Aim of the task
The answer must consist of every line from the entries below that contains the word "hidden".

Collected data

--- START ---

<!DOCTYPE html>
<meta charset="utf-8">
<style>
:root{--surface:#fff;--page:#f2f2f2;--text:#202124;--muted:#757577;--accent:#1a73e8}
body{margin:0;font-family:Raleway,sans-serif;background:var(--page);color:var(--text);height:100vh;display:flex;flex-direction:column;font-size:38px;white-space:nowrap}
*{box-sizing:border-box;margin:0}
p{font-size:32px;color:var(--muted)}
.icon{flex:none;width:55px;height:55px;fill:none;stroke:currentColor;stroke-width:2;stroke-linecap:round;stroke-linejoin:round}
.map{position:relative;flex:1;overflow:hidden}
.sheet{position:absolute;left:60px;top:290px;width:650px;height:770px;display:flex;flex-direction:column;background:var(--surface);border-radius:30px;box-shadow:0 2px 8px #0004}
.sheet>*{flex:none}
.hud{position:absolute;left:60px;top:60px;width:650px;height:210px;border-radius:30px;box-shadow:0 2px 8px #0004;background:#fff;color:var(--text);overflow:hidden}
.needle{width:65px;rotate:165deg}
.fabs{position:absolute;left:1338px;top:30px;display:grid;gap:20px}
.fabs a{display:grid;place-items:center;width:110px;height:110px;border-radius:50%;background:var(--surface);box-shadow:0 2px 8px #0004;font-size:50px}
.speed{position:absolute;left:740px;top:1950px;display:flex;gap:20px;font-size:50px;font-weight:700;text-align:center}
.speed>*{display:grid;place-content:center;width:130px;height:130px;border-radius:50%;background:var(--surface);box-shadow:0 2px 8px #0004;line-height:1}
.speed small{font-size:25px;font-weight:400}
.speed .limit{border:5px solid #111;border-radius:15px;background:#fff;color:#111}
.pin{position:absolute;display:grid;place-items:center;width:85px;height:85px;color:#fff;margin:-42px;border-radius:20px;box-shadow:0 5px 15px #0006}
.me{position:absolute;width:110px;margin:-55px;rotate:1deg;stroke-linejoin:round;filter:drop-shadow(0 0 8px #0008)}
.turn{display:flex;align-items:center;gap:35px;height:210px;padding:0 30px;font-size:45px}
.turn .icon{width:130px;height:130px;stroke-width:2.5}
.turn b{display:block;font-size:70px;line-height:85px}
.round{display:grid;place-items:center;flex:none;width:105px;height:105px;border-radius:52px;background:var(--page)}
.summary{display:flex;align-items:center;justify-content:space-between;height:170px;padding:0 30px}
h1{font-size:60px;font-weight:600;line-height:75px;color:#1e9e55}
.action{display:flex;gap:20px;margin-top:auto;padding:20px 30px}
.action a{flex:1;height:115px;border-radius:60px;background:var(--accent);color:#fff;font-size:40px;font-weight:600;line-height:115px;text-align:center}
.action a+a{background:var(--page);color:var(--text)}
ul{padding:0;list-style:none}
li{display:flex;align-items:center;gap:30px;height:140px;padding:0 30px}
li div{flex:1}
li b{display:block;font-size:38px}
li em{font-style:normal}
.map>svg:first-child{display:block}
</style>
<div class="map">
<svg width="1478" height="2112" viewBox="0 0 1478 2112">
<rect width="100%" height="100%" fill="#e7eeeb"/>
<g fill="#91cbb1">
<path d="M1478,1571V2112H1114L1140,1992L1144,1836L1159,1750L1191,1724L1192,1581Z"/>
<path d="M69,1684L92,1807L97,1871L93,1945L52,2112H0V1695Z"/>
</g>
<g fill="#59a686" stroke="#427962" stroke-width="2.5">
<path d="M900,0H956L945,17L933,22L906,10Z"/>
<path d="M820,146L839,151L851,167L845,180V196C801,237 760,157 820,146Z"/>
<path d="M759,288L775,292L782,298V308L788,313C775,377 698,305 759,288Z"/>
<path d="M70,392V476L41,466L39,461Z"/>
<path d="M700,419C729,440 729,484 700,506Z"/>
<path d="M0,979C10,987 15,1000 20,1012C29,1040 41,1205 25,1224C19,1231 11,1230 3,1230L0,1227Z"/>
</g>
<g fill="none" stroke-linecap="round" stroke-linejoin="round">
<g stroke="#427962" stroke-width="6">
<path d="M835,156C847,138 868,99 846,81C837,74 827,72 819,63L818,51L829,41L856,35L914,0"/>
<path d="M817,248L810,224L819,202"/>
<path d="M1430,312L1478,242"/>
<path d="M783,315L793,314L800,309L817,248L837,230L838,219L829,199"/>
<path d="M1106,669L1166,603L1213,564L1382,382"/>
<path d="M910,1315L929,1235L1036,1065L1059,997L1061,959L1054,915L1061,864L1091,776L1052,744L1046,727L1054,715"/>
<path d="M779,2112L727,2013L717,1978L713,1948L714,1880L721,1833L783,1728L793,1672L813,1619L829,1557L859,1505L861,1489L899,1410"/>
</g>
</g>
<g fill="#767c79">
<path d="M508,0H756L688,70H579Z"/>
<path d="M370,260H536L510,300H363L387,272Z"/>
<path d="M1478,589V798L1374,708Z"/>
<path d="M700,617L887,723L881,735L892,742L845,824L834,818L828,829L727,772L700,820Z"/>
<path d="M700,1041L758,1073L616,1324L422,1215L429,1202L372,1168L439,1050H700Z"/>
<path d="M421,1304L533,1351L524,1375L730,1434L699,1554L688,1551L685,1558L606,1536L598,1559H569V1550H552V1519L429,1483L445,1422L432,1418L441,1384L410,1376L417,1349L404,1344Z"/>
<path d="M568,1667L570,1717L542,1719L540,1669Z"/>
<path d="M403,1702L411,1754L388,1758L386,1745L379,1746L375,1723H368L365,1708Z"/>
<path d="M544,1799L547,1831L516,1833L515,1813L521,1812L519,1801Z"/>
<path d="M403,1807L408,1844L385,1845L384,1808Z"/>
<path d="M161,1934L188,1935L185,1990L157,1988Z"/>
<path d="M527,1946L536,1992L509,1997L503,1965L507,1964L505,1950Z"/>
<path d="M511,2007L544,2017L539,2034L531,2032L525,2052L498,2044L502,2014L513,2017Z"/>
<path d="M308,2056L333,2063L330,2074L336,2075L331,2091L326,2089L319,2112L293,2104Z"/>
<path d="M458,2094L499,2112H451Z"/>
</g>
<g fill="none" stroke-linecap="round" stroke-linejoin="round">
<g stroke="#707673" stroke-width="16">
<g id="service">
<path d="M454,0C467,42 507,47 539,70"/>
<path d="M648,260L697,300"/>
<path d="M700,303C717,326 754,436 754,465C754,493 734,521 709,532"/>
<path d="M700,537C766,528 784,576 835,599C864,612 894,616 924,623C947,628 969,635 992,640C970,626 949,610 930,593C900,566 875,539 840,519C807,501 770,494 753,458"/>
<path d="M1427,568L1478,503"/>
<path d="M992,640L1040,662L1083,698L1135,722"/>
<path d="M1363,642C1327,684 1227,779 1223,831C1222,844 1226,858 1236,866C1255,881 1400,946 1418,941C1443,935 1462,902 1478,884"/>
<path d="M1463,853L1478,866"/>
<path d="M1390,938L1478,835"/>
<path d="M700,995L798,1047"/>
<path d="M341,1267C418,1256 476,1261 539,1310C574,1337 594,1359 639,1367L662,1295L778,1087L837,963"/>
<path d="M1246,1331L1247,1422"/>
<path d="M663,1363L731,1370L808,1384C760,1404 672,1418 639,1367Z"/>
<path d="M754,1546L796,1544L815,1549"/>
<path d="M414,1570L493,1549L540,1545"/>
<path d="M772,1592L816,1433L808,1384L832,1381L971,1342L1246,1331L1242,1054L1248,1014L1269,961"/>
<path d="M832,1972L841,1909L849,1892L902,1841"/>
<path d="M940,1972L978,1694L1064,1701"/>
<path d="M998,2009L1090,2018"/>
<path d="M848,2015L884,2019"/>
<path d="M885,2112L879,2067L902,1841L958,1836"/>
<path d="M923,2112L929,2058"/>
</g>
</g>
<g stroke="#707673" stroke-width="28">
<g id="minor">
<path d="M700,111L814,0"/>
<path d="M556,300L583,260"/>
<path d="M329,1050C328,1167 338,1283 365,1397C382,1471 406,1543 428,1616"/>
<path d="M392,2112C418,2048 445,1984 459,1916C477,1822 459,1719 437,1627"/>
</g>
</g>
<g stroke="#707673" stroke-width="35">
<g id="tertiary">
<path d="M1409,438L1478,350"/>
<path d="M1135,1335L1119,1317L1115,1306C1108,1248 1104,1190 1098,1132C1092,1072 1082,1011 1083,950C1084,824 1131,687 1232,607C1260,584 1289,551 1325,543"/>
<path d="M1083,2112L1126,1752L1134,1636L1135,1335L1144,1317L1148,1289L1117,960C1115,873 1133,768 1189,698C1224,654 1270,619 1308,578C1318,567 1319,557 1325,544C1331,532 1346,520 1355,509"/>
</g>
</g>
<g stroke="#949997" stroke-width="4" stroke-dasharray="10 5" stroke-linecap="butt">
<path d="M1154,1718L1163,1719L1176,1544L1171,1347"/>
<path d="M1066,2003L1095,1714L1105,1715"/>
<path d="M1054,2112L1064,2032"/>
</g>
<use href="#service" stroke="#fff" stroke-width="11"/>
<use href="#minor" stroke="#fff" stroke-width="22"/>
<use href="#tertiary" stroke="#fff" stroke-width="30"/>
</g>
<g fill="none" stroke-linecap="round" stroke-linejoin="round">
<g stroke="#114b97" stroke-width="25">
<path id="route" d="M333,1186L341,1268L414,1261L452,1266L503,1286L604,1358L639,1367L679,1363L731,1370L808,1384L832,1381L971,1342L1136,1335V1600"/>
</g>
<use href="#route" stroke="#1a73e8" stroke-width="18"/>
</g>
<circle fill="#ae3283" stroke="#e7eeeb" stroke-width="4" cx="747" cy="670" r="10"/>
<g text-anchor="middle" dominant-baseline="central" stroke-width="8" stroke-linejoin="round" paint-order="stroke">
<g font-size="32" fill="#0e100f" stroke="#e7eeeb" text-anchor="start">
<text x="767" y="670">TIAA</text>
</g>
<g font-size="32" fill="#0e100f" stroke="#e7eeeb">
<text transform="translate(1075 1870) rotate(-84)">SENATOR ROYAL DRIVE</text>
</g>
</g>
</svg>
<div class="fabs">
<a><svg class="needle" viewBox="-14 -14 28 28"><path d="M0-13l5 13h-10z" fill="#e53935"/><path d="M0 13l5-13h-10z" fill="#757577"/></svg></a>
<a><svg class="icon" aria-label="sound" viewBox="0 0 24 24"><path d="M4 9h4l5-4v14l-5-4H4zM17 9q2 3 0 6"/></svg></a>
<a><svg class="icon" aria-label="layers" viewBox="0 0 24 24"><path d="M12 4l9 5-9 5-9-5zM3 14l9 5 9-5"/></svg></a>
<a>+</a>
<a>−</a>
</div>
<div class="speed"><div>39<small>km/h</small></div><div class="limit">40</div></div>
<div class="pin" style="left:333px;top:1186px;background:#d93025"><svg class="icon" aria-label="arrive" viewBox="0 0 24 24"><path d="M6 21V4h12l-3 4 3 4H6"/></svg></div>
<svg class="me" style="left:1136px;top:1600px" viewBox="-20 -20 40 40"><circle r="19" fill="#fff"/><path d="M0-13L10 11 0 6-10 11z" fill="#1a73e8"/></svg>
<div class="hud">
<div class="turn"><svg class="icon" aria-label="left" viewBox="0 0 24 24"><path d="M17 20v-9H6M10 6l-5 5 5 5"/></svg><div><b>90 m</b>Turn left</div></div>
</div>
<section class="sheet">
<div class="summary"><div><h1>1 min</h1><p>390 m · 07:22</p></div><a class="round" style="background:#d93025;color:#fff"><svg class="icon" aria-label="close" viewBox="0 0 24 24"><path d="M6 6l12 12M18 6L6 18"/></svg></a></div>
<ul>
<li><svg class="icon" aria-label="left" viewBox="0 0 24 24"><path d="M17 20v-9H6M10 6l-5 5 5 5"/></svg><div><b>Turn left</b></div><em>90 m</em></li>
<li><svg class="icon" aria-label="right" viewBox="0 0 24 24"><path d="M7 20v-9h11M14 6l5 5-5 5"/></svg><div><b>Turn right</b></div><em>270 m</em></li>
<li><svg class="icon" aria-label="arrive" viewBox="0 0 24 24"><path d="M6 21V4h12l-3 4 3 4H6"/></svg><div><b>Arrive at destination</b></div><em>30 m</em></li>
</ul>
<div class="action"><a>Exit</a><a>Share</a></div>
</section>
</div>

--- END ---

Solution for this exercise
.map{position:relative;flex:1;overflow:hidden}
.hud{position:absolute;left:60px;top:60px;width:650px;height:210px;border-radius:30px;box-shadow:0 2px 8px #0004;background:#fff;color:var(--text);overflow:hidden}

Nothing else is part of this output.